« Les carottes sont cuites, déplore Donald Côté. Mais je ne suis pas surpris. Le lobby du transport lourd est puissant. »
À l’été 2023, la députée de Saint- Hyacinthe, Chantal Soucy, avait annoncé que les camions lourds seraient bientôt interdits sur la rue des Seigneurs Est. Quelques semaines plus tard, le MTQ appelait à la prudence. C’est que Louise Milette venait d’entrer en fonction au poste de directrice générale de la Direction de la Montérégie Transport Québec et souhaitait faire le tour de la question avant de rendre une décision.

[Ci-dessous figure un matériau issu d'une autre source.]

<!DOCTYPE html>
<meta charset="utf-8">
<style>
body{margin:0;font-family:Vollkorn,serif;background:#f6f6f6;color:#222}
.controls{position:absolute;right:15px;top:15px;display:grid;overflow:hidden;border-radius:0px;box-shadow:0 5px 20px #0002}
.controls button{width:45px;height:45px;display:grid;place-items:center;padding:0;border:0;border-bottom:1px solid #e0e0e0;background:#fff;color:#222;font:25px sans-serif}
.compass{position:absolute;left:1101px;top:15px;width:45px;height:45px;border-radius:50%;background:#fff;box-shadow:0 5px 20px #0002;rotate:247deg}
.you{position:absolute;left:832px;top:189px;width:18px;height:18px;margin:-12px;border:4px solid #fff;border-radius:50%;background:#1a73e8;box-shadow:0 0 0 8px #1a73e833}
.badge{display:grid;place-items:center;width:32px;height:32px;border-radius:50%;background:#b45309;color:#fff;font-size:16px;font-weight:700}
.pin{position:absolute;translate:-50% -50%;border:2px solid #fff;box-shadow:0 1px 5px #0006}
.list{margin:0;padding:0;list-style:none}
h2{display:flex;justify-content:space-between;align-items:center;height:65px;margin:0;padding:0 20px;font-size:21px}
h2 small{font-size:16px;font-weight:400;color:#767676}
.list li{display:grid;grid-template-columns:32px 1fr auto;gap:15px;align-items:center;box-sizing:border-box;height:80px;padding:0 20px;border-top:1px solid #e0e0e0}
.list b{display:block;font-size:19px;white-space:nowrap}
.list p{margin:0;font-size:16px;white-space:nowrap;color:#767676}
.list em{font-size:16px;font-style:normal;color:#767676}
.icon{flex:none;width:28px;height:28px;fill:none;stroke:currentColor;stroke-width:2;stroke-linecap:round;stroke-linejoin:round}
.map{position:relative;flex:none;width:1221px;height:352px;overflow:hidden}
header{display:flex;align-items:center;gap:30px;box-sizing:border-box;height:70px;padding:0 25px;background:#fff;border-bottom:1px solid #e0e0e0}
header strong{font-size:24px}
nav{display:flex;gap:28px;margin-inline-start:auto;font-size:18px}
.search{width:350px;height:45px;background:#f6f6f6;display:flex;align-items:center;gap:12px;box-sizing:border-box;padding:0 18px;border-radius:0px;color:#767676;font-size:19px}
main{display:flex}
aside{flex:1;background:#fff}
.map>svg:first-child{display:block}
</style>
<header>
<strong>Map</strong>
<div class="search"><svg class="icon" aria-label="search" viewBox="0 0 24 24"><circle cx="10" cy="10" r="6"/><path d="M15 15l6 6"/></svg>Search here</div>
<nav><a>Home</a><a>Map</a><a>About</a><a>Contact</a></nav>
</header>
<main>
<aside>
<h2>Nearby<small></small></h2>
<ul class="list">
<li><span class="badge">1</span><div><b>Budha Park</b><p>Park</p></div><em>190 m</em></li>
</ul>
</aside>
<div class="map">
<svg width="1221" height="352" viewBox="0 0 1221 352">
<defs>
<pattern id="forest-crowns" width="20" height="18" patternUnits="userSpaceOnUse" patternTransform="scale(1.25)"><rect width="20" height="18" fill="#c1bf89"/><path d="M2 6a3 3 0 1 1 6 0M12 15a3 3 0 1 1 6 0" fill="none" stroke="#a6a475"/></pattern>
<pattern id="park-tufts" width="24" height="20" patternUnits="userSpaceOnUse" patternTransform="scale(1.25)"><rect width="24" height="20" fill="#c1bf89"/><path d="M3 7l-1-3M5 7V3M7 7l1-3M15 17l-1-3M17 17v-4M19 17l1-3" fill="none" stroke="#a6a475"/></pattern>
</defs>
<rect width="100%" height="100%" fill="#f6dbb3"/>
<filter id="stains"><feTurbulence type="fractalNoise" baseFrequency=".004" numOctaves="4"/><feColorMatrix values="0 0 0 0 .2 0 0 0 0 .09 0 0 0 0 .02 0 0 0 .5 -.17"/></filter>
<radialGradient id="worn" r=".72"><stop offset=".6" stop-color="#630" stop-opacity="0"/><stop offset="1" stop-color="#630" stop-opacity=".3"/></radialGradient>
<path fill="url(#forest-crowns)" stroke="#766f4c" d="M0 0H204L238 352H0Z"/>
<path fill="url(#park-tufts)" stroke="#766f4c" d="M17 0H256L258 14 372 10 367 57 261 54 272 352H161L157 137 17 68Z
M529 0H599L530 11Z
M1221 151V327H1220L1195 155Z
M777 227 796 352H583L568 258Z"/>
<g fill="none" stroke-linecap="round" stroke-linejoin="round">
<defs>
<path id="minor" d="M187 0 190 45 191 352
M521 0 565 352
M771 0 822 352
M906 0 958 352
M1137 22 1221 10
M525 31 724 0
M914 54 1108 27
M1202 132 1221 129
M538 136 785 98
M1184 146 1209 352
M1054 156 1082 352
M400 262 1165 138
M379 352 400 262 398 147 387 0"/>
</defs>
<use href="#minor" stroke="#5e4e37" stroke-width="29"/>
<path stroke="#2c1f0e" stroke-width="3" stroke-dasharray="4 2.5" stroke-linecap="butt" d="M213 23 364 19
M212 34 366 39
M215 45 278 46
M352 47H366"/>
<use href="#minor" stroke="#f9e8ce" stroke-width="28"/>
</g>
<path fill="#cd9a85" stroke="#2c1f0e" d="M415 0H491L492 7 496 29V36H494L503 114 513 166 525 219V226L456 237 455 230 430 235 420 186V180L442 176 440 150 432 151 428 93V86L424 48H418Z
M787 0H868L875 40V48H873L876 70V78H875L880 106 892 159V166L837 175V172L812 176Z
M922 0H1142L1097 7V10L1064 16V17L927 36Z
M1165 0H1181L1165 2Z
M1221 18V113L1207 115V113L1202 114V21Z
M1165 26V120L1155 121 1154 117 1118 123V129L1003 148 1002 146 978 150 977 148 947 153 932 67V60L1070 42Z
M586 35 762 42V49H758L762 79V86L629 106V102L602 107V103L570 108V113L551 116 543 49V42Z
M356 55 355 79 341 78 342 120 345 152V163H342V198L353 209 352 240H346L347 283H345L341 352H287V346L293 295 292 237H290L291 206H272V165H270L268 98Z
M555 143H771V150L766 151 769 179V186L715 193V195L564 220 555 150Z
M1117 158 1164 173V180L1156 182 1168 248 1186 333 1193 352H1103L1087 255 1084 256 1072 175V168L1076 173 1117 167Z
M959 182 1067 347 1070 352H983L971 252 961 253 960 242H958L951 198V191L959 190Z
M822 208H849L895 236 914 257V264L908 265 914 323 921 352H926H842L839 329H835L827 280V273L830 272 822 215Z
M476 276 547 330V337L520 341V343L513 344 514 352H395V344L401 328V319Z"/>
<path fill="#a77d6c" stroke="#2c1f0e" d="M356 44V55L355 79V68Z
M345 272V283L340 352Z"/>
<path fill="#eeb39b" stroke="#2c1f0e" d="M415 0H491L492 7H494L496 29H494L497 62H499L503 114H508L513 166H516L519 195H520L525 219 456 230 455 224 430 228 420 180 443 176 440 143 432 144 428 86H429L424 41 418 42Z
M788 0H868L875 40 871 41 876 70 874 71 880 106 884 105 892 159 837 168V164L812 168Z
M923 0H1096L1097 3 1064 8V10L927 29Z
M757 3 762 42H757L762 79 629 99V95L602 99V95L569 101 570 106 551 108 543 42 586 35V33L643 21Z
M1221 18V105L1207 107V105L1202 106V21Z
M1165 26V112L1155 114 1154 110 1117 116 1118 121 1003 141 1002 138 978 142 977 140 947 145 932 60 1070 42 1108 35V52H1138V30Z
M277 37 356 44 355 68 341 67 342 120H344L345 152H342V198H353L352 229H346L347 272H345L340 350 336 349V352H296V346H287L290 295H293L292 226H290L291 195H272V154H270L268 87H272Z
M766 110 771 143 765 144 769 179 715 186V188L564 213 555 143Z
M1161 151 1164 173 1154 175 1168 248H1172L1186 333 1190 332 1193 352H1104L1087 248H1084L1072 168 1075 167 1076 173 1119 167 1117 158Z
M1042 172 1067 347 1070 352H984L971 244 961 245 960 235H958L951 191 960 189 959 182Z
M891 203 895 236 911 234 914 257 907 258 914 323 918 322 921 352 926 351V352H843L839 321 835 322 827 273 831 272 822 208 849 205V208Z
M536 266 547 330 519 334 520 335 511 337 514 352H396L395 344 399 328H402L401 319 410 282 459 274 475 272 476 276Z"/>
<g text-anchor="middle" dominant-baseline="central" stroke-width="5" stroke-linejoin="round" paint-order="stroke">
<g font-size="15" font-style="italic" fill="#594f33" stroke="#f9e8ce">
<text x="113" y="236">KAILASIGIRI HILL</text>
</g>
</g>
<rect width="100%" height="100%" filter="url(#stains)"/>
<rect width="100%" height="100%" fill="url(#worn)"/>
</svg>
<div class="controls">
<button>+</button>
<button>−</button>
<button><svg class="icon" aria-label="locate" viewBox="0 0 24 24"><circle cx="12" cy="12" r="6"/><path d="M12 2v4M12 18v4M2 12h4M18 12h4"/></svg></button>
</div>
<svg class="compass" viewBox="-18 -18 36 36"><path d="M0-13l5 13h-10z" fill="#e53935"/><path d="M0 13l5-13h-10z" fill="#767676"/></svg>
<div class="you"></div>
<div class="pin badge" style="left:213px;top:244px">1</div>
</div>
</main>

Selon une présentation du Ministère, dont nous avons eu copie, le MTQ estime que les inconvénients de modifier la route de camionnage dépasseraient largement les avantages. Au cours de la dernière année, le MTQ a rencontré sept entreprises de camionnage qui ont mentionné qu’elles prendraient la route 137 advenant une interdiction sur la rue des Seigneurs Est. Étant donné que le centre-ville n’est pas convivial pour la circulation des véhicules lourds, le MTQ a donc préféré maintenir le statu quo.
« Il était essentiel qu’une analyse de risques soit effectuée par des spécialistes. Les élus ne sont pas spécialistes en sécurité routière et il aurait été irresponsable de prendre une décision sans identifier les risques et évaluer les répercussions de tout changement à la réglementation. Les municipalités touchées par une modification doivent également être consultées. Plusieurs propositions ont été faites et le Ministère a dû procéder aux analyses de ces propositions. À ce jour, la Ville et le MTQ doivent finaliser un ou deux aspects pour, par la suite, rencontrer les citoyens. Je sais que certains citoyens sont impatients et je les comprends », mentionne Chantal Soucy.
Selon une analyse de la circulation effectuée en mai 2024, le débit journalier moyen est estimé à 6000 véhicules par jour, dont 1100 sont des camions lourds. Des relevés concluent que la limite de vitesse de 50 km/h est respectée.
Le taux d’accident sur le tronçon est inférieur au taux moyen pour les tronçons similaires, selon le document du Ministère. Le taux est de 1,43 par million de véhicules-kilomètre, comparativement à 2 accidents par million de véhicules-kilomètre en 2020-2022.
Une étude sur les vibrations a aussi été réalisée par le MTQ en février 2023. Bien que le niveau de vibration soit incommodant et irritant pour les résidences situées à moins de sept mètres de la chaussée, le Ministère considère que les vibrations sont insuffisantes pour causer des dommages, même cosmétiques. Environ 45 bâtiments sont situés à moins de 7 mètres de la rue.
« Nous concluons que, bien que le retrait du camionnage sur la route 224 soit considéré pour les riverains de ce secteur comme une avenue souhaitable pour eux, la présence accrue du camionnage sur les routes alternatives contribuerait à l’augmentation des nuisances pour les autres secteurs », a souligné Louise Milette dans une communication transmise aux représentants de la Ville de Saint-Hyacinthe.
Discussion unilatérale
L’étude de l’impact acoustique réalisée par la Ville en 2022 ne semble pas avoir eu de poids dans la décision du Ministère. Selon ce document, le bruit constant du trafic lourd dépasse largement ce qui est considéré comme acceptable et ne propose aucun répit aux résidents du secteur. Il dépasse même la Politique sur le bruit routier publiée par le MTQ qui établit le niveau de bruit maximal acceptable pour les zones résidentielles.
« Tout ça pour ça, ajoute la résidente Andrée Corbeil. C’est décevant. Je veux savoir ce que le Ministère propose comme solution. C’est bien beau rédiger des rapports, mais ça prend des solutions! Il n’y a jamais eu de rencontre avec les citoyens. Le Ministère a consulté les municipalités et les entreprises, mais jamais les riverains », dénonce-t-elle.
Au printemps 2022, la Ville avait proposé de former un comité tripartite, incluant des citoyens et des représentants du Ministère. Deux ans plus tard, aucune rencontre ne s’est tenue. « On sollicitait le MTQ pour tenir des rencontres avec des citoyens, mais on était à leur merci. Le MTQ mentionnait que ça ne servait à rien de parler à des personnes converties. […] La route est sous leur juridiction. Ils nous écoutent, mais ils n’en font qu’à leur tête », ajoute M. Côté.
Au moment de mettre sous presse, le MTQ n’avait pas répondu aux questions du COURRIER.